====== Records provided ======

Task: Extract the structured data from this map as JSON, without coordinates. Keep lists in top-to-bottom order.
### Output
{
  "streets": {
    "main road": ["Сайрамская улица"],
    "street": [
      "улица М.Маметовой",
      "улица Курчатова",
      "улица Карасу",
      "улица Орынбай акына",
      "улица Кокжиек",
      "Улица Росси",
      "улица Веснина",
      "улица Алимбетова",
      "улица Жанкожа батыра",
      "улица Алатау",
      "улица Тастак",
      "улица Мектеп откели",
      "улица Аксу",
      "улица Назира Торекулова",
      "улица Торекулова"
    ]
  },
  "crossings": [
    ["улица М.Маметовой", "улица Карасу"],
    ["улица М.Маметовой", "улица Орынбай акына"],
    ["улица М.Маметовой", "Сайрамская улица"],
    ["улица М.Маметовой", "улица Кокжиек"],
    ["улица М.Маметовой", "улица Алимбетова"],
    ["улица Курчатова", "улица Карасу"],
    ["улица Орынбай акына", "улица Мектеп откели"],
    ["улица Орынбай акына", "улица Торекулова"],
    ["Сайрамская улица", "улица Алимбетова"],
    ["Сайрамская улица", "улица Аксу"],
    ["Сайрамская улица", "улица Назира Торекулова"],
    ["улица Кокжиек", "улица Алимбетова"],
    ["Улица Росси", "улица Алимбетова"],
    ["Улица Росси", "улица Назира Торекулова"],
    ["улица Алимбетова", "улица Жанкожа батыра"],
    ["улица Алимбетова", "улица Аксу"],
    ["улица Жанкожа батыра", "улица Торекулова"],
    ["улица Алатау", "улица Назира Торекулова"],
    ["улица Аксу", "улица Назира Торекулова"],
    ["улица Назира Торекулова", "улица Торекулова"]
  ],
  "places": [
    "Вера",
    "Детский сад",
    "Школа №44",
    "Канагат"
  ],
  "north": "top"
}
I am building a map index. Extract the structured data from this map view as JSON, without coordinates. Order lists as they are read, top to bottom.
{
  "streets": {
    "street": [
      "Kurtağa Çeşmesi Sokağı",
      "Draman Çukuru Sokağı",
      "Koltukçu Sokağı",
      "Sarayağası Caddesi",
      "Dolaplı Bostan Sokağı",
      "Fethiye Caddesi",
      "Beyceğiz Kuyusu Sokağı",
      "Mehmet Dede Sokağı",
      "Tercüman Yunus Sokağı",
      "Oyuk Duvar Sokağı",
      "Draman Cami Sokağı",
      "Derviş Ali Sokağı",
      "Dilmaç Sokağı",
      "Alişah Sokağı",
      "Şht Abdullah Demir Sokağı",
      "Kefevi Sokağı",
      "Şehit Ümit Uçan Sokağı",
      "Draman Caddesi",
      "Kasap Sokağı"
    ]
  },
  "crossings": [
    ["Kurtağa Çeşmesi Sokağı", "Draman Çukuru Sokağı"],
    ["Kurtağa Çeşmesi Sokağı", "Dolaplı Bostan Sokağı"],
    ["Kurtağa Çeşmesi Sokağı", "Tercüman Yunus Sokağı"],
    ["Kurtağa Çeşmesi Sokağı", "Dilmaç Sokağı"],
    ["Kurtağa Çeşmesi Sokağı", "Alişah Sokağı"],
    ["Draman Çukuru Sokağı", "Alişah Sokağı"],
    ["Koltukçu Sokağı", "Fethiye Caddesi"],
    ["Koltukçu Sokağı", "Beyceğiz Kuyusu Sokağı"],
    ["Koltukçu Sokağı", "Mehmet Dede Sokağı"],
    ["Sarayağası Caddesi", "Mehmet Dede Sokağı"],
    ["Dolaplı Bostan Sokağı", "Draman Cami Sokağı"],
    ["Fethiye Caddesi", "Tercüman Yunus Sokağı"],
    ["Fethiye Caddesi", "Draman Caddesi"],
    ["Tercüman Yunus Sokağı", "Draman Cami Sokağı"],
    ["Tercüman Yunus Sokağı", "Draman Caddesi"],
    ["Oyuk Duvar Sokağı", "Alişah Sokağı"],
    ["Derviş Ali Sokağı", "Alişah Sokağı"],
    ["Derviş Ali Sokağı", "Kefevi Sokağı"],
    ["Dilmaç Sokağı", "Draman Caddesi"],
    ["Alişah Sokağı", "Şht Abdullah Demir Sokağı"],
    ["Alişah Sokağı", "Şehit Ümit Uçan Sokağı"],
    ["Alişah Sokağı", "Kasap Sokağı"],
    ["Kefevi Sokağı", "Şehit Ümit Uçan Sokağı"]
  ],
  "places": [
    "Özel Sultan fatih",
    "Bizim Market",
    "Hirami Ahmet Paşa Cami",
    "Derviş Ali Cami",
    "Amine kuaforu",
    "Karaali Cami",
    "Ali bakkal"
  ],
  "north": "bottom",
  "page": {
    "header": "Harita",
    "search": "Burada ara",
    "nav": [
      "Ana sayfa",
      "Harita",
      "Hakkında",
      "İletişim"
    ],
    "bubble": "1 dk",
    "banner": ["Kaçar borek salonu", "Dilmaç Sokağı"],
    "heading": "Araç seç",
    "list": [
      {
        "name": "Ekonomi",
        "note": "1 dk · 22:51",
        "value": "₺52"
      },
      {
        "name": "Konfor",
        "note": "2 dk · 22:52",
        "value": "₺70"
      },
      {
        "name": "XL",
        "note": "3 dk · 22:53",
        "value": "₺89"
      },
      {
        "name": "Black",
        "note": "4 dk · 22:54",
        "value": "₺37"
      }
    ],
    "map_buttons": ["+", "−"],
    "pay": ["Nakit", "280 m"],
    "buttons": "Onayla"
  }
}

======

-- Exercise description --
Could you copy out the data in full, exactly as it is written?

-- Result of the task --
Task: Extract the structured data from this map as JSON, without coordinates. Keep lists in top-to-bottom order.
### Output
{
  "streets": {
    "main road": ["Сайрамская улица"],
    "street": [
      "улица М.Маметовой",
      "улица Курчатова",
      "улица Карасу",
      "улица Орынбай акына",
      "улица Кокжиек",
      "Улица Росси",
      "улица Веснина",
      "улица Алимбетова",
      "улица Жанкожа батыра",
      "улица Алатау",
      "улица Тастак",
      "улица Мектеп откели",
      "улица Аксу",
      "улица Назира Торекулова",
      "улица Торекулова"
    ]
  },
  "crossings": [
    ["улица М.Маметовой", "улица Карасу"],
    ["улица М.Маметовой", "улица Орынбай акына"],
    ["улица М.Маметовой", "Сайрамская улица"],
    ["улица М.Маметовой", "улица Кокжиек"],
    ["улица М.Маметовой", "улица Алимбетова"],
    ["улица Курчатова", "улица Карасу"],
    ["улица Орынбай акына", "улица Мектеп откели"],
    ["улица Орынбай акына", "улица Торекулова"],
    ["Сайрамская улица", "улица Алимбетова"],
    ["Сайрамская улица", "улица Аксу"],
    ["Сайрамская улица", "улица Назира Торекулова"],
    ["улица Кокжиек", "улица Алимбетова"],
    ["Улица Росси", "улица Алимбетова"],
    ["Улица Росси", "улица Назира Торекулова"],
    ["улица Алимбетова", "улица Жанкожа батыра"],
    ["улица Алимбетова", "улица Аксу"],
    ["улица Жанкожа батыра", "улица Торекулова"],
    ["улица Алатау", "улица Назира Торекулова"],
    ["улица Аксу", "улица Назира Торекулова"],
    ["улица Назира Торекулова", "улица Торекулова"]
  ],
  "places": [
    "Вера",
    "Детский сад",
    "Школа №44",
    "Канагат"
  ],
  "north": "top"
}
I am building a map index. Extract the structured data from this map view as JSON, without coordinates. Order lists as they are read, top to bottom.
{
  "streets": {
    "street": [
      "Kurtağa Çeşmesi Sokağı",
      "Draman Çukuru Sokağı",
      "Koltukçu Sokağı",
      "Sarayağası Caddesi",
      "Dolaplı Bostan Sokağı",
      "Fethiye Caddesi",
      "Beyceğiz Kuyusu Sokağı",
      "Mehmet Dede Sokağı",
      "Tercüman Yunus Sokağı",
      "Oyuk Duvar Sokağı",
      "Draman Cami Sokağı",
      "Derviş Ali Sokağı",
      "Dilmaç Sokağı",
      "Alişah Sokağı",
      "Şht Abdullah Demir Sokağı",
      "Kefevi Sokağı",
      "Şehit Ümit Uçan Sokağı",
      "Draman Caddesi",
      "Kasap Sokağı"
    ]
  },
  "crossings": [
    ["Kurtağa Çeşmesi Sokağı", "Draman Çukuru Sokağı"],
    ["Kurtağa Çeşmesi Sokağı", "Dolaplı Bostan Sokağı"],
    ["Kurtağa Çeşmesi Sokağı", "Tercüman Yunus Sokağı"],
    ["Kurtağa Çeşmesi Sokağı", "Dilmaç Sokağı"],
    ["Kurtağa Çeşmesi Sokağı", "Alişah Sokağı"],
    ["Draman Çukuru Sokağı", "Alişah Sokağı"],
    ["Koltukçu Sokağı", "Fethiye Caddesi"],
    ["Koltukçu Sokağı", "Beyceğiz Kuyusu Sokağı"],
    ["Koltukçu Sokağı", "Mehmet Dede Sokağı"],
    ["Sarayağası Caddesi", "Mehmet Dede Sokağı"],
    ["Dolaplı Bostan Sokağı", "Draman Cami Sokağı"],
    ["Fethiye Caddesi", "Tercüman Yunus Sokağı"],
    ["Fethiye Caddesi", "Draman Caddesi"],
    ["Tercüman Yunus Sokağı", "Draman Cami Sokağı"],
    ["Tercüman Yunus Sokağı", "Draman Caddesi"],
    ["Oyuk Duvar Sokağı", "Alişah Sokağı"],
    ["Derviş Ali Sokağı", "Alişah Sokağı"],
    ["Derviş Ali Sokağı", "Kefevi Sokağı"],
    ["Dilmaç Sokağı", "Draman Caddesi"],
    ["Alişah Sokağı", "Şht Abdullah Demir Sokağı"],
    ["Alişah Sokağı", "Şehit Ümit Uçan Sokağı"],
    ["Alişah Sokağı", "Kasap Sokağı"],
    ["Kefevi Sokağı", "Şehit Ümit Uçan Sokağı"]
  ],
  "places": [
    "Özel Sultan fatih",
    "Bizim Market",
    "Hirami Ahmet Paşa Cami",
    "Derviş Ali Cami",
    "Amine kuaforu",
    "Karaali Cami",
    "Ali bakkal"
  ],
  "north": "bottom",
  "page": {
    "header": "Harita",
    "search": "Burada ara",
    "nav": [
      "Ana sayfa",
      "Harita",
      "Hakkında",
      "İletişim"
    ],
    "bubble": "1 dk",
    "banner": ["Kaçar borek salonu", "Dilmaç Sokağı"],
    "heading": "Araç seç",
    "list": [
      {
        "name": "Ekonomi",
        "note": "1 dk · 22:51",
        "value": "₺52"
      },
      {
        "name": "Konfor",
        "note": "2 dk · 22:52",
        "value": "₺70"
      },
      {
        "name": "XL",
        "note": "3 dk · 22:53",
        "value": "₺89"
      },
      {
        "name": "Black",
        "note": "4 dk · 22:54",
        "value": "₺37"
      }
    ],
    "map_buttons": ["+", "−"],
    "pay": ["Nakit", "280 m"],
    "buttons": "Onayla"
  }
}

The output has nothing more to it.